Wind Farms

I’ve always thought windmills were pretty cool. I think I just like the idea of free power. When I drove out to Los Angeles, I wanted to try and drive through one of the biggest wind farms in the country that is near there, but didn’t make it. On a windjammer cruise there was a windmill up on top of a hill of one of the islands we visited (great idea for an island since otherwise they would have to import fuel and they already have plenty of wind). When I went to Ireland, there were windmills all over the place and I took pictures and video of them. As part of the European Union, Ireland has a goal of producing 22% of its power from renewable sources which would include wind, solar, and hyro, but the biggest renewable source would be wind. They never made 22%, but they had an intermediate goal of 13.2% and in 2010, got to 11%. But since power demand and wind are not consistent, wind has sometimes supplied as much of 50% of their demand at one particular moment (probably of low demand and a nice wind).

Some of the biggest wind farms in the world are in the US. California started some massive wind farms in the 70’s that are still operating. The one near LA is called San Gorgonio Pass, with 3,218 windmills producing 615 megawatts of power. The Tehacapi Pass Wind Farm produces 705 megawatts. But the biggest concentration of windmills is the Altamont Pass with 4,930 windmills producing 576 MW. The older windmills are much smaller and produce less power each. They were trying a lot of things early on including egg beater windmills that spin no matter which way the wind is blowing, one-armed giants, and variable pitch blades that adjust to the strength of the wind and can withstand potentially damaging winds by slicing through the wind instead of catching it. The fast-spinning older windmills also made a lot of noise and kill a lot of birds.

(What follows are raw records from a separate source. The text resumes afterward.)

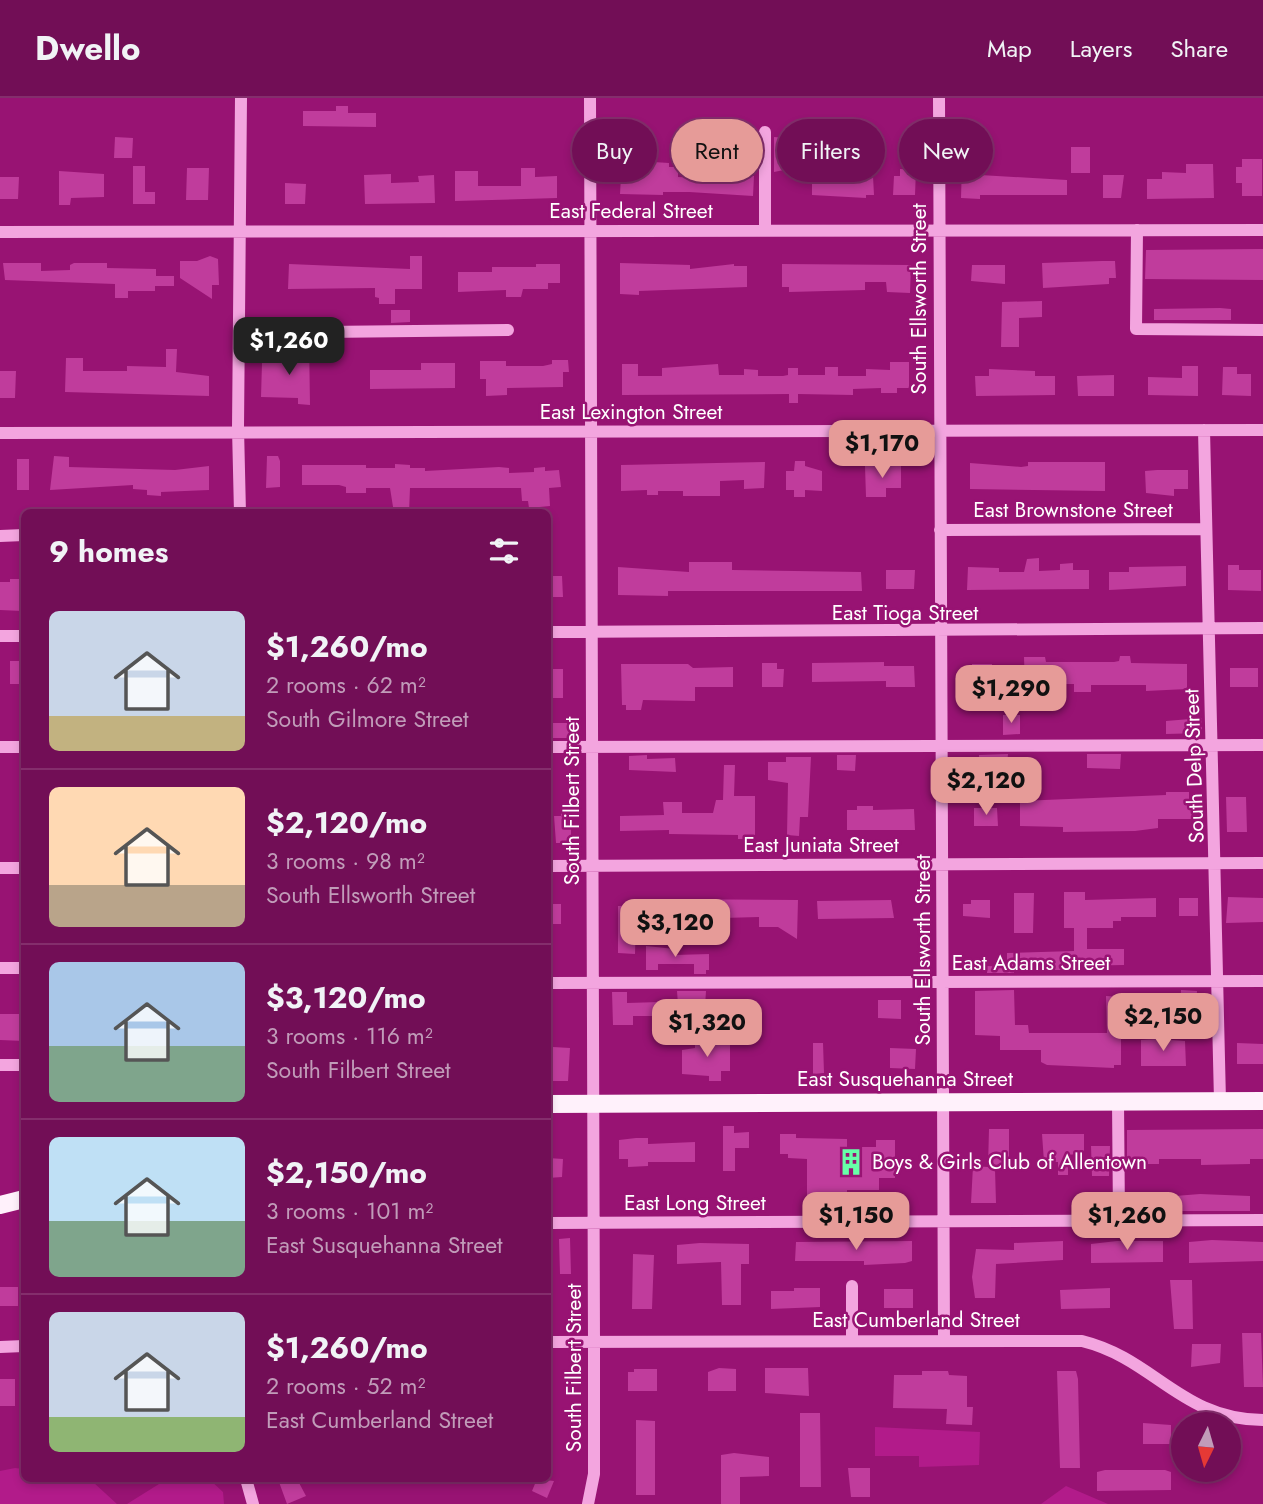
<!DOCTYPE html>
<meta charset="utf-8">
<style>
:root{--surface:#720e56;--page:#77175c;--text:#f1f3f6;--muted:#c19cb9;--line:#842e6c;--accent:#e69b98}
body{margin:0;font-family:Jost,sans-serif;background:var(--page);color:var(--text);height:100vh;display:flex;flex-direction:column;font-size:26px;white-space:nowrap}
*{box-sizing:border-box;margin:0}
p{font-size:23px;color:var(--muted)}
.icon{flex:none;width:38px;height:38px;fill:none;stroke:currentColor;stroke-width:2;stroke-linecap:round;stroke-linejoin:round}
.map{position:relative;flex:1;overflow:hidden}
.sheet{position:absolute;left:21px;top:411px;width:530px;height:973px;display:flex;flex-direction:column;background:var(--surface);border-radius:10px;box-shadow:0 4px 10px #0003,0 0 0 2px var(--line)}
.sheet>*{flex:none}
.hud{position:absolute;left:572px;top:21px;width:584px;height:63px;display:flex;gap:14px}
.needle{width:46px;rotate:185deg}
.tools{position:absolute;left:1171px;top:1314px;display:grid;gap:14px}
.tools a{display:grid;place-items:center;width:70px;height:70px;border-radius:50%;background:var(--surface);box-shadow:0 4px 10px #0003,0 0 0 2px var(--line);font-size:35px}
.price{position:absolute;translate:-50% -60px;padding:0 16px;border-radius:14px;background:var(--accent);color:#111;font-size:23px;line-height:46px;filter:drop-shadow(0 2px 4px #0008)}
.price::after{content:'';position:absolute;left:50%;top:42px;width:21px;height:16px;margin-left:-10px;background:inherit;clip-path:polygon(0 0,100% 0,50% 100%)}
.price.selected{background:#222;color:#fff}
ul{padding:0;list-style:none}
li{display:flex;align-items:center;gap:21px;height:175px;padding:0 28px}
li+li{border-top:2px solid var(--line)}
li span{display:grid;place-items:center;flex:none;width:196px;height:140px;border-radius:10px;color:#555}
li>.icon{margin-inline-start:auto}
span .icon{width:84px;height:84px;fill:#fffc;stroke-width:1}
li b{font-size:30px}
h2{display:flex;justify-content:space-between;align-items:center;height:84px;padding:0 28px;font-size:30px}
.chip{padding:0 24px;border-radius:32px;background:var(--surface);box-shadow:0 4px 10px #0003,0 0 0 2px var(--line);font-size:24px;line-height:63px}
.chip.selected{background:var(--accent);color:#111}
header{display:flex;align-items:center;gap:42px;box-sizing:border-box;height:98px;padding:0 35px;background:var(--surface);border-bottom:2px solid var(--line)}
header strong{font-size:33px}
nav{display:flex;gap:38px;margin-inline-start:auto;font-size:24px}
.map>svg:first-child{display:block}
.green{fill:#b21b8a}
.building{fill:#c03c9c}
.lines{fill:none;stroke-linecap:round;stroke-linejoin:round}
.minor{stroke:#f3a5df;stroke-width:12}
.major{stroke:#fff1fb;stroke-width:18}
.labels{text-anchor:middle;stroke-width:5;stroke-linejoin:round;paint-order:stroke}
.street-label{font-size:21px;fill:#fff;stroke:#981373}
.poi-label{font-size:21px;fill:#fff;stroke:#981373;text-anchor:start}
</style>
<header>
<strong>Dwello</strong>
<nav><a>Map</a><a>Layers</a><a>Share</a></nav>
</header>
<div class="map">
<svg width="1263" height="1406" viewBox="0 0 1263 1406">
<rect width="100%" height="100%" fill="#981373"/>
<path class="green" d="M875 1329 980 1334 979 1367 919 1369V1358H875Z
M15 1370 24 1371V1381H74L93 1384 117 1406H0V1373Z
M167 1381H209L223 1394 224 1406H127Z
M1066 1388 1108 1406H1041Z"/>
<path class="building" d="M336 8H348V15H376V29L303 28V13H336Z
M115 39 133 40 132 60H114Z
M774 39 799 41V69L774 74Z
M1071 49H1090V75H1071Z
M1242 61H1262V98H1242V85H1236V69H1242Z
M622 62 669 65V69H678V79L724 81V74L754 78 753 98 689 94H663V97L620 96Z
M962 65H980V77L1067 82V97H980V101L961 100Z
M1186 66H1213L1214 100 1147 101V81H1162V74L1186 75Z
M133 68H145V94H155V106H133Z
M187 70H209L208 102H186Z
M521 70H535V79L557 78V100L455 103V73H478V88H521Z
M812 71H829V78H873L874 97H866V100L812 97Z
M900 71 916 72 915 97H893L894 78H900Z
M59 73 104 76V99L71 100 70 107H59Z
M391 76V85L419 84 418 78 434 77 435 105 365 106 364 77Z
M1103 77H1124L1121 100H1103Z
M0 79H19L18 101H0Z
M285 85 306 86 305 106H285Z
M1263 151V182L1145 181 1146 152Z
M210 158 218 161 219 187H212V201L180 180V163H197Z
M410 158H422V191H395V206H379V200L375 199V190L288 191 289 166 410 171Z
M1102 163H1115L1116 180H1109V186L1043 190 1042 165Z
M3 165H41V173L70 172V167L74 165H107V170L156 171V178H174V188H155V193H128V200H115V186L5 182Z
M620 165 690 167V171L734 166V168H747V189L639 193V197L620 196Z
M536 166H560V185H548V191H523L521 199H506V192L458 194V174H492V169H536Z
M782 166 911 167 910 195 887 194 886 184H865V192L789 194V189H782Z
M972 167H1005V186L971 183Z
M1042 203V219L1019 220V249H1001L1002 204Z
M1220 210 1231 211V222H1154V211Z
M391 212H410V224L391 225Z
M297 243H309L310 307 298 306V300L261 299 262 265H297Z
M166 251H177L176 274 209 278V298L65 294 66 260H83V273H127V268L166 269Z
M552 262H568L569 274H563V289L507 290V297L486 298V281H480V263H506V268H543L552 266Z
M890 264H909V290H897V295H881V290L853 291V297L798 296V305H789V296L622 297V266H638V278H662V270L718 266 719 277H744V271L758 272V278H783L788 277V270H798V277H825V269H838V278H866V271L890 272Z
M421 265H455V290L370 291V272H421Z
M1182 268H1198V298L1148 297V279L1182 280Z
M1223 269H1237V276H1251V298L1222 297Z
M989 271 1035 273V278H1055V297L976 298 975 278H989Z
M0 273H16L15 300H0Z
M1114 277V298H1078L1077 278Z
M54 358 69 359V369L175 372 209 368V392L161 394V398L147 397V392L133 391V387L50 392Z
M267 358H278L280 363V389L266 390Z
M17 361H29V392H17Z
M795 363H805V368L822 373V393L805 392V399H794V392H786V373H794Z
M765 364 764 390 744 391V382L720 383V398H683V393H658V397H647V392L621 393V367Z
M1028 364H1105V393L970 391V365L1021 369 1028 368Z
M395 366 410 367V370H425V373L499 369 509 370V375L534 374V370L545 369V373L559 372 561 389 549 390 550 408 529 410 528 403H522L521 390H410L409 415H394L390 390H366V395H346V389L339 387H302V367H366V370H395Z
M865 368H901V390H886V399H866Z
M1157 372H1188V391H1174V398L1146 395 1145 373Z
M1039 460V473L1060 472V466L1073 465V472H1089V491L967 492 968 469 999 470V474H1024L1027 461Z
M689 464H732V472L861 474 862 493H668V498L618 497V469L689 474Z
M1228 467H1239V472H1261V493L1228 492Z
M1186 468V488L1109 492V474H1129V469Z
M886 472H915L914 491H886Z
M548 478H562L563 499H548Z
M10 481H22V513L0 512V484H10Z
M1120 558H1130L1131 565 1187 566V591L1146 593V587H1091V594H1074V586H1050L1051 609H1033V595H1026L1025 590 1024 559H1045L1046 564H1114L1119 563Z
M10 563H24V586H10Z
M884 564V568H914L915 589H886V583L812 584V565Z
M762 565H777V571H784L783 589H762Z
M621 566H688L693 570 733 569V589H695V603L643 602 641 612H626V607H622Z
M972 566H992V605H969Z
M1230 570H1258V589H1230Z
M548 571H563V600H548Z
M1003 617H1020V636L1003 637Z
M1202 620V635L1166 636V623Z
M550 625H570V640H550Z
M1008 656 1007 666 979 667V657Z
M1087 656H1121L1120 671 1087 670Z
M647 657V661L675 660 676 674 629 672V658Z
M837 657H856L855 673 837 672Z
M786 659H811L808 719H800L799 738 787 737 788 685 768 682V664H786Z
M724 667H735L734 698H755V741H738V737L669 736V732L620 733V718L664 717 663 704H682V715H713L716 702H723Z
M1166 694H1189V701H1202V721H1158V730L1135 733 1063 734V729L1020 728V703L1166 697Z
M1226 699H1246L1247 734H1227Z
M857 708H873V712L914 711 915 732H847V712H857Z
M974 710H997L998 728H974Z
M561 714H571V745H556L554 718H561Z
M1064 794H1085V802L1156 800V819H1121V823H1113V830H1087V851H1124V867L1067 868 1068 872H1046V866L1020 865V871H1014V875H987V868L1007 869V855L1074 853V830H1064Z
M1014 795H1034L1033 835H1014Z
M1228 799 1263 800V824L1226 825Z
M1179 800H1198V818H1179Z
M660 801 798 802 797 841 778 829H759V819L723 820V827H691V822L636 821 635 856 618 855V808L641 807V803Z
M891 802 894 820 818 821 817 803Z
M971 802H990V820L963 818V806H971Z
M548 806H561V826H548Z
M646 848 675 851V857L709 856V872H706V876H694V866H658V872H646Z
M1014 892 1015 927H1028L1029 935H1107L1106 898 1121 899V967H1114V970L1047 967 1041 964V952H1000V938L975 937V893Z
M1181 892 1197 893 1196 909H1180Z
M677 893H706L704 925H689V914L678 907Z
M612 894H627V905L660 904 659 918H633V927H613Z
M878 902H901V921L878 920Z
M735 912H753L752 935H735Z
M0 916H24V943L0 942Z
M1157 941 1185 943 1186 968H1141V942Z
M695 943H730V973H721V983H709V978L682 976V952L695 950Z
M813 945H823L824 975 813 976Z
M1237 945 1263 946V966H1237Z
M553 949 570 950 568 983H553Z
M890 950 916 951 915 971 890 970Z
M723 1028H734V1035L749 1034V1050H735V1073H723Z
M989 1031H1009V1071H995L996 1105H971L973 1068 988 1069Z
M1263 1031V1061H1250V1066L1201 1067V1061H1159V1066H1127V1032Z
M780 1036H796V1040L847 1041V1049H876V1042H895V1080H879V1092H847V1113H807V1061L788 1060V1056H780Z
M1042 1036H1084V1055L1068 1057V1077H1058V1064H1044Z
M636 1040H648V1046L695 1044V1064H648V1068L628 1069V1061H619V1042Z
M1091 1048H1110L1109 1078H1092Z
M548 1060 563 1061 562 1079 548 1080Z
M1200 1096 1250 1098V1113H1175V1098Z
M570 1140 571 1176H560L559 1141Z
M1212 1142 1263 1144V1163L1189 1165V1144Z
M912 1143V1163L905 1165 864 1167V1163H795L796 1144Z
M1063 1143V1162L996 1166 995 1200H975L972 1179 976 1151 1014 1152V1145Z
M1117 1143H1163V1164L1091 1165V1146Z
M700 1145 749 1146V1166H741V1207H722L721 1164 677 1166V1147Z
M633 1156 654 1157 652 1211H632Z
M1170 1182H1192L1193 1231H1174Z
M0 1189H18V1208H0Z
M794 1190H820V1209L771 1211V1193H794Z
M1110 1190V1210L1061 1211 1060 1192Z
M884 1191H913V1210H884Z
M1242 1235H1261L1263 1289H1244Z
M1192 1246H1221L1220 1265 1191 1269Z
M719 1270 736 1271V1293H708V1274Z
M765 1270H808L809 1298 765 1295Z
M634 1271H657V1293H628V1274H634Z
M922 1273H948L949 1277 967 1278V1309H973L972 1327 946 1326 947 1311 893 1310 894 1277H922Z
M1057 1273H1076L1078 1281 1080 1370H1060Z
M0 1281H15V1308H0Z
M800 1315H820L821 1389H800Z
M636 1322 655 1323V1397H636Z
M1143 1325 1171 1327V1346H1143Z
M734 1355 769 1359V1378L740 1379V1406H721V1357Z
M848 1370H870V1399H851Z
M1105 1372H1165L1171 1374V1392L1097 1393V1374Z
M287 1381H297L306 1398 287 1406 279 1384Z
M537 1381 554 1383 547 1400 532 1393Z"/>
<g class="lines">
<path class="minor" d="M939 0 944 1241
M765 34V132
M1137 132 1136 231 1263 232
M0 134 1263 132
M239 235 508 232
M1204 332 1220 1003
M0 335 1263 332
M240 415 238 330 241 0
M940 432 1206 431
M0 438 24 437
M548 534 1263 530
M0 538H24
M0 649H24
M548 649 1263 647
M548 768 1263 765
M0 770H24
M0 870H24
M548 885 1263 883
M0 967H24
M1118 1003 1119 1122
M548 1125 1263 1122
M852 1188V1242
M548 1244 1082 1243C1155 1261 1180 1321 1263 1322
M0 1249 24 1248
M246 1381 253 1406
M588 1406 594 1376V1243L590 0"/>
<path class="major" d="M548 1006 1263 1003
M0 1107 24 1101"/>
</g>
<defs>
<symbol id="building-bare" viewBox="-9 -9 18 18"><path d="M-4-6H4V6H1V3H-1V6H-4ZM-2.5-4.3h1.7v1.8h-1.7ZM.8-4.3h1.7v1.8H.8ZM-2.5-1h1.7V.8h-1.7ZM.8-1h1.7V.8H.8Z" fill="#67ffa8" stroke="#981373" stroke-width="2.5" paint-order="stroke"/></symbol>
</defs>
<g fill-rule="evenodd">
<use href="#building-bare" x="832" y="1045" width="38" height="38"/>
</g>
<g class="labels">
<g class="street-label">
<text x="631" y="120">East Federal Street</text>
<text transform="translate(919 201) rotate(-90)" y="7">South Ellsworth Street</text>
<text x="631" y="321">East Lexington Street</text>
<text x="1073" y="419">East Brownstone Street</text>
<text x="905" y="522">East Tioga Street</text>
<text transform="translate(1194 668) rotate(-92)" y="7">South Delp Street</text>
<text transform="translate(572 703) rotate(-90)" y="7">South Filbert Street</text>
<text x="821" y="754">East Juniata Street</text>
<text transform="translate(923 852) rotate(-90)" y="7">South Ellsworth Street</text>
<text x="1031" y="872">East Adams Street</text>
<text x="905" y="988">East Susquehanna Street</text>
<text x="695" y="1112">East Long Street</text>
<text x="916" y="1229">East Cumberland Street</text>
<text transform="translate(574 1270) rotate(-90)" y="7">South Filbert Street</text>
</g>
<g class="poi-label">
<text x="872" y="1071">Boys &amp; Girls Club of Allentown</text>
</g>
</g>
</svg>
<div class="tools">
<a><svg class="needle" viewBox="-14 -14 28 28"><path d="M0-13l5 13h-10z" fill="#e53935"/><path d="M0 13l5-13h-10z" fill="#c19cb9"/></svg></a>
</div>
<b class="price selected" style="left:289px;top:279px">$1,260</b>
<b class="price" style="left:882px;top:382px">$1,170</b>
<b class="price" style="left:1011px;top:627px">$1,290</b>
<b class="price" style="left:986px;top:719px">$2,120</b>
<b class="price" style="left:675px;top:861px">$3,120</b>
<b class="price" style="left:1163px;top:955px">$2,150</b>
<b class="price" style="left:707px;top:961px">$1,320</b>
<b class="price" style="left:856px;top:1154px">$1,150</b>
<b class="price" style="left:1127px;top:1154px">$1,260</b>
<div class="hud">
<a class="chip">Buy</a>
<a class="chip selected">Rent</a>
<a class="chip">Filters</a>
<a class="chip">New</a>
</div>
<section class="sheet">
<h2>9 homes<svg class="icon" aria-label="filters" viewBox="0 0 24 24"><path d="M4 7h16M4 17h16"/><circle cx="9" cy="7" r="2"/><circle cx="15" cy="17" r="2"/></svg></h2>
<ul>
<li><span style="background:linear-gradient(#c9d6e8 75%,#c2b280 0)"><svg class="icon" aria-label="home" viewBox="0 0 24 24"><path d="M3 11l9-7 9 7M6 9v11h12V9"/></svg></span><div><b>$1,260/mo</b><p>2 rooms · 62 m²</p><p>South Gilmore Street</p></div></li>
<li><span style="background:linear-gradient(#ffd9b3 70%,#b9a48a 0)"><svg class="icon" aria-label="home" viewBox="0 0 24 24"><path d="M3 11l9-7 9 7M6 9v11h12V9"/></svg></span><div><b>$2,120/mo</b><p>3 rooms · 98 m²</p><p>South Ellsworth Street</p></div></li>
<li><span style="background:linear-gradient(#a9c7e8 60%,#7fa58c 0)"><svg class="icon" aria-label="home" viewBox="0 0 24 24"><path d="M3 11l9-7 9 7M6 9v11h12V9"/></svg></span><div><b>$3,120/mo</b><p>3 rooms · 116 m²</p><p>South Filbert Street</p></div></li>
<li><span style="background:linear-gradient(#bfe0f5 60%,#7fa58c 0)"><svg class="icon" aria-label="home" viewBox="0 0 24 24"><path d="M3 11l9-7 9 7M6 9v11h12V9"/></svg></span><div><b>$2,150/mo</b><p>3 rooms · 101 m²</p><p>East Susquehanna Street</p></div></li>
<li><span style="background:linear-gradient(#c9d6e8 75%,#8fb573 0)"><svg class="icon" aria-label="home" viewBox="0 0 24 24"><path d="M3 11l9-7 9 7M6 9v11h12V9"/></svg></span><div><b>$1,260/mo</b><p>2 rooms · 52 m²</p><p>East Cumberland Street</p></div></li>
</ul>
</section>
</div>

Modern windmills are much larger with 3 blades that spin slowly, but steadily. Now the biggest windmill farms are in Texas, but they have far fewer windmills. The Roscoe wind farm in Texas produces the most power at 781 megawatts, but has only 627 windmills (looking at the area on Google earth, I saw oil wells mixed in with the windmills, and it is all farmland, serious multitasking!). Actually, it looks like California has reclaimed the biggest wind farm with its Alta Wind Energy Center, with 1020 MW capacity, with more on the way (Google financed 270 MW worth of the construction).

But how much power are they really producing? The standard unit seems to be the number of homes they can power. The Roscoe farm produces enough power for 250,000 homes. Okay fine, but how much power does a coal plant produce? There is a very large coal plant in north Georgia called Plant Bowen. It can produce 3,499 MW. That’s more than 4 times as much power as the biggest wind farm in the country, equal to 2,809 modern windmills! In reality, even though a wind farm might have 1000 MW of capacity, it will realistically only produce at 30-50% of that capacity while a coal or nuclear plant can produce at 80-90% of their capacity. But Plant Bowen is also the largest single producer of the pollutant sulfur dioxide in the entire country. And it is the fourth largest producer of carbon dioxide, a greenhouse gas.

For comparison, a single nuclear power reactor can produce 1200 MW of power (963 windmills). Georgia’s Plant Vogtle has two reactors, with two more under construction. Plant McDonough, just northwest of Atlanta on the Chattahoochee River, formerly powered by coal, will have three 840 MW plants powered by natural gas, reducing sulfur dioxide emissions by 99% and cutting the production of carbon dioxide by 50%. Buford Dam at Lake Lanier produces about 80 MW of power (only 64 windmills). On average, Georgia needs 15,000 MW of electrical power (12,042 windmills). Unfortunately, not many places in Georgia have sufficient wind for windmills to work. And wind or solar will only work for some portion of power needs since they are intermittent. One way to get more consistent operation would be to pump water back to the top of a dam when the wind is really blowing and then use that water to produce hydro power when the wind slows down.